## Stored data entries
* * * * * * * * *
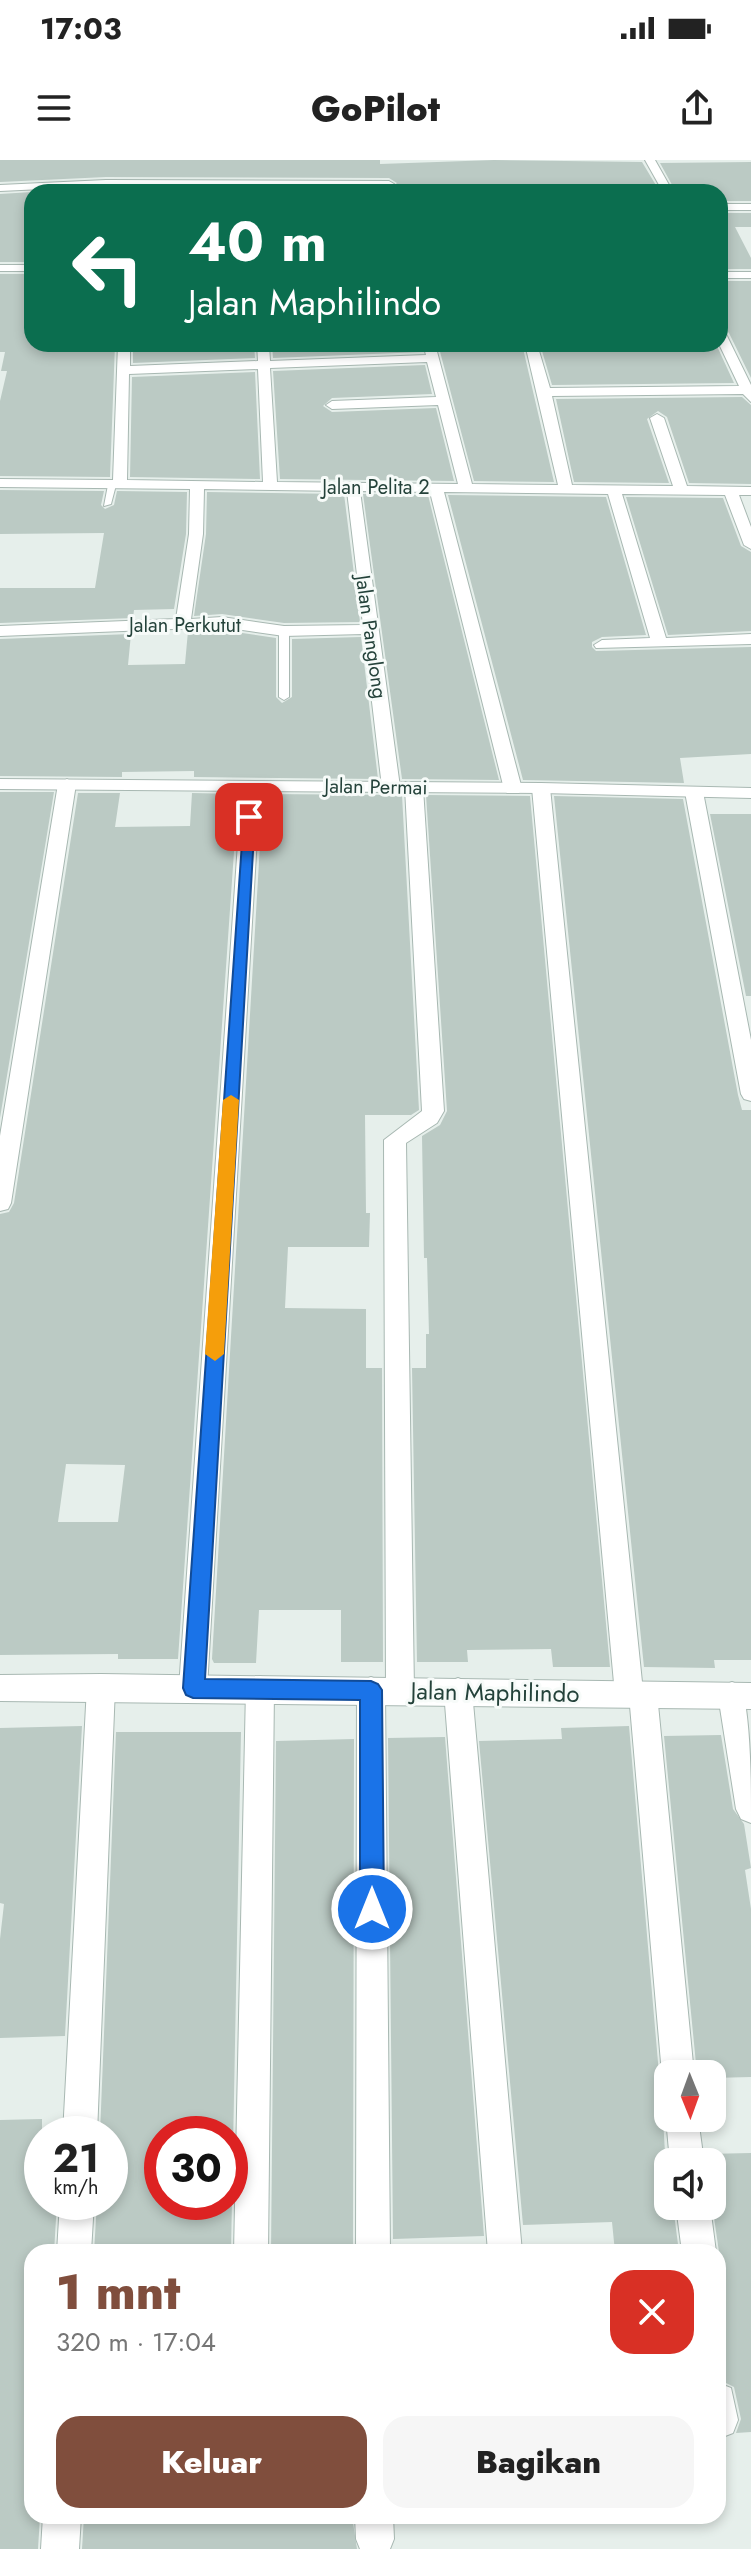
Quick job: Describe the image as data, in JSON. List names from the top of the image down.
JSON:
{
  "streets": {
    "street": [
      "Jalan Pelita 2",
      "Jalan Perkutut",
      "Jalan Panglong",
      "Jalan Permai",
      "Jalan Maphilindo"
    ]
  },
  "crossings": [
    ["Jalan Pelita 2", "Jalan Panglong"],
    ["Jalan Perkutut", "Jalan Panglong"],
    ["Jalan Panglong", "Jalan Permai"]
  ],
  "north": "bottom",
  "page": {
    "status": "17:03",
    "header": "GoPilot",
    "turn": ["40 m", "Jalan Maphilindo"],
    "speed": "21 km/h",
    "limit": "30",
    "heading": ["1 mnt", "320 m · 17:04"],
    "buttons": ["Keluar", "Bagikan"]
  }
}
* * * * * * * * *
## INSTRUCTIONS TO FOLLOW
In the answer, the entries must appear exactly as above, without the images.

## ANSWER TO THIS EXERCISE
Quick job: Describe the image as data, in JSON. List names from the top of the image down.
JSON:
{
  "streets": {
    "street": [
      "Jalan Pelita 2",
      "Jalan Perkutut",
      "Jalan Panglong",
      "Jalan Permai",
      "Jalan Maphilindo"
    ]
  },
  "crossings": [
    ["Jalan Pelita 2", "Jalan Panglong"],
    ["Jalan Perkutut", "Jalan Panglong"],
    ["Jalan Panglong", "Jalan Permai"]
  ],
  "north": "bottom",
  "page": {
    "status": "17:03",
    "header": "GoPilot",
    "turn": ["40 m", "Jalan Maphilindo"],
    "speed": "21 km/h",
    "limit": "30",
    "heading": ["1 mnt", "320 m · 17:04"],
    "buttons": ["Keluar", "Bagikan"]
  }
}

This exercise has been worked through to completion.